§ Given data
□ □ □ □ □

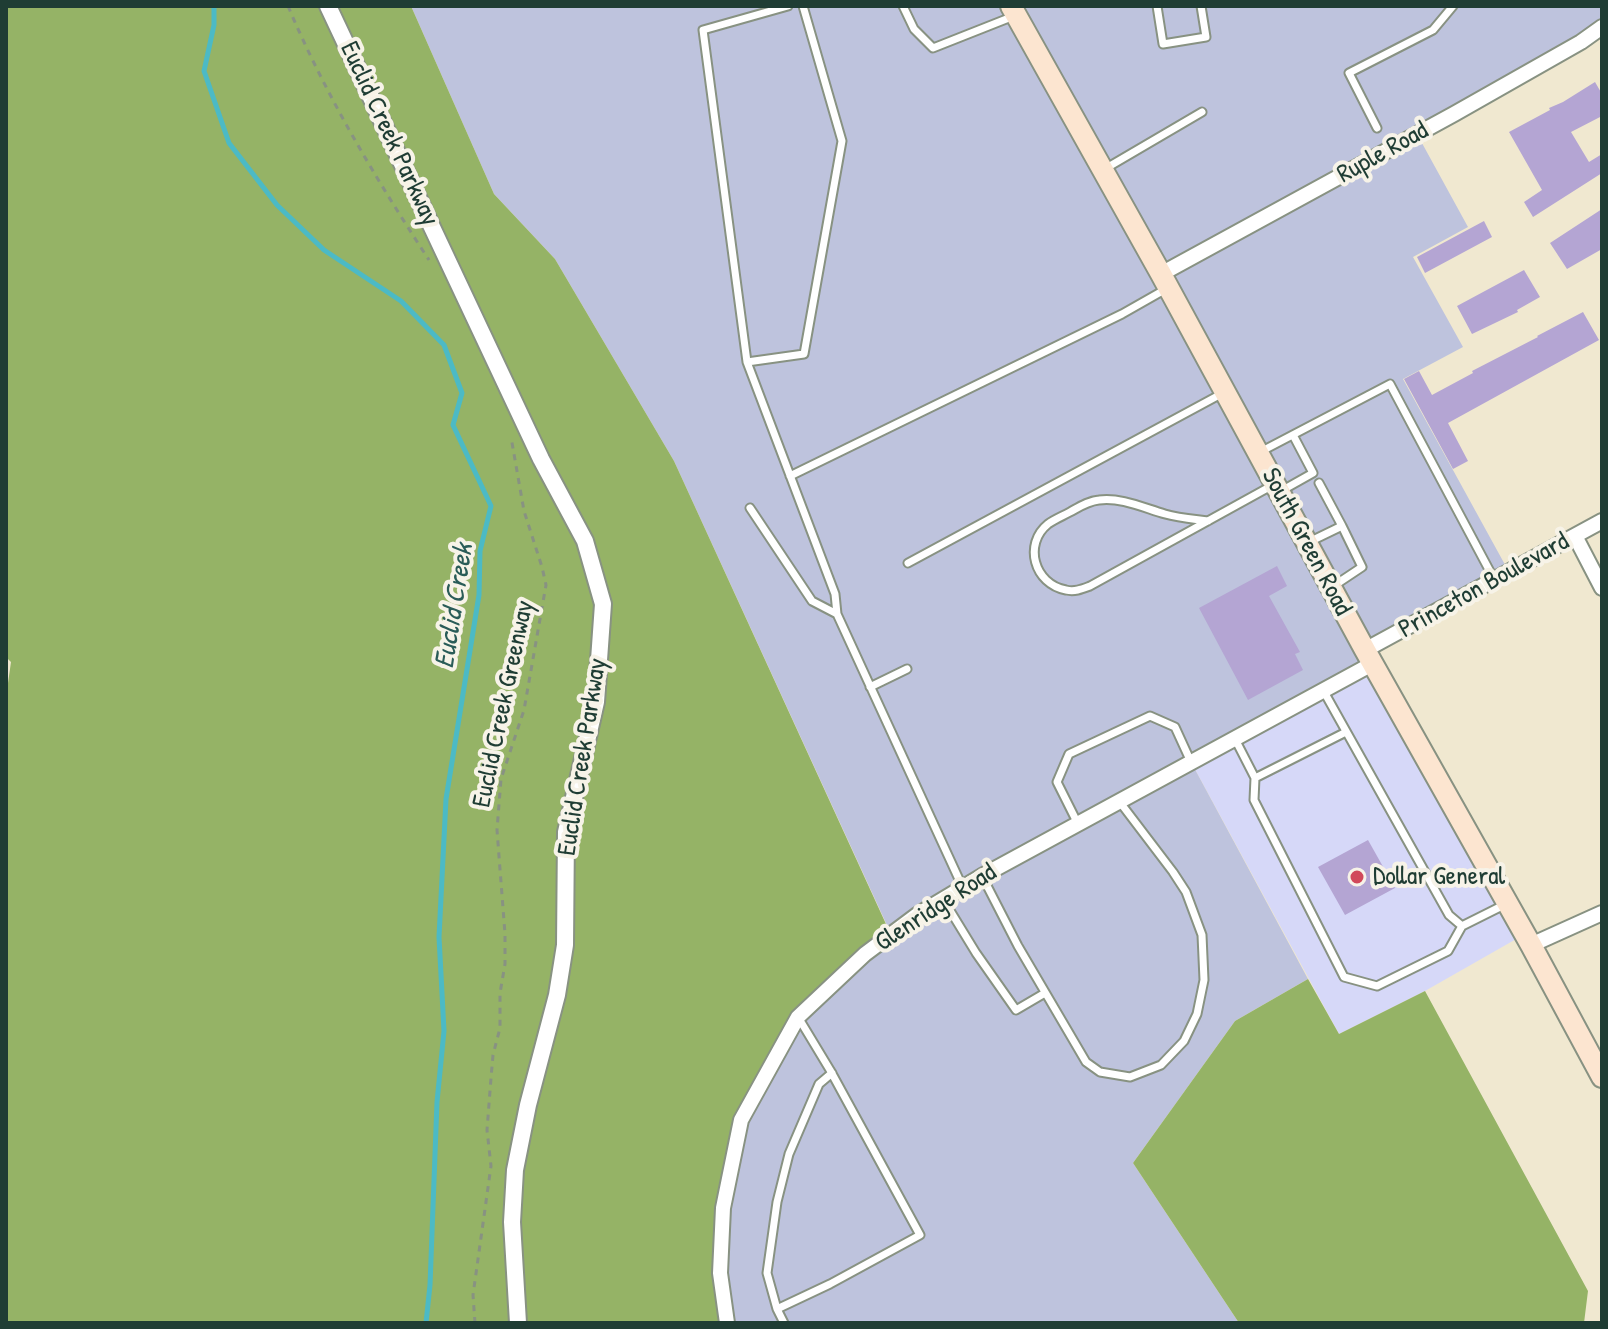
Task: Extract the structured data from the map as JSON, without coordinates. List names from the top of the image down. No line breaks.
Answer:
{"streets":{"main road":["South Green Road"],"street":["Euclid Creek Parkway","Ruple Road","Princeton Boulevard","Glenridge Road"],"path":["Euclid Creek Greenway"]},"crossings":[["Ruple Road","South Green Road"],["South Green Road","Princeton Boulevard"],["South Green Road","Glenridge Road"],["Princeton Boulevard","Glenridge Road"]],"water":["Euclid Creek"],"places":["Dollar General"]}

□ □ □ □ □

§ Task details
Quote the data above in full and without alteration; skip the pictures.

§ Task response
Task: Extract the structured data from the map as JSON, without coordinates. List names from the top of the image down. No line breaks.
Answer:
{"streets":{"main road":["South Green Road"],"street":["Euclid Creek Parkway","Ruple Road","Princeton Boulevard","Glenridge Road"],"path":["Euclid Creek Greenway"]},"crossings":[["Ruple Road","South Green Road"],["South Green Road","Princeton Boulevard"],["South Green Road","Glenridge Road"],["Princeton Boulevard","Glenridge Road"]],"water":["Euclid Creek"],"places":["Dollar General"]}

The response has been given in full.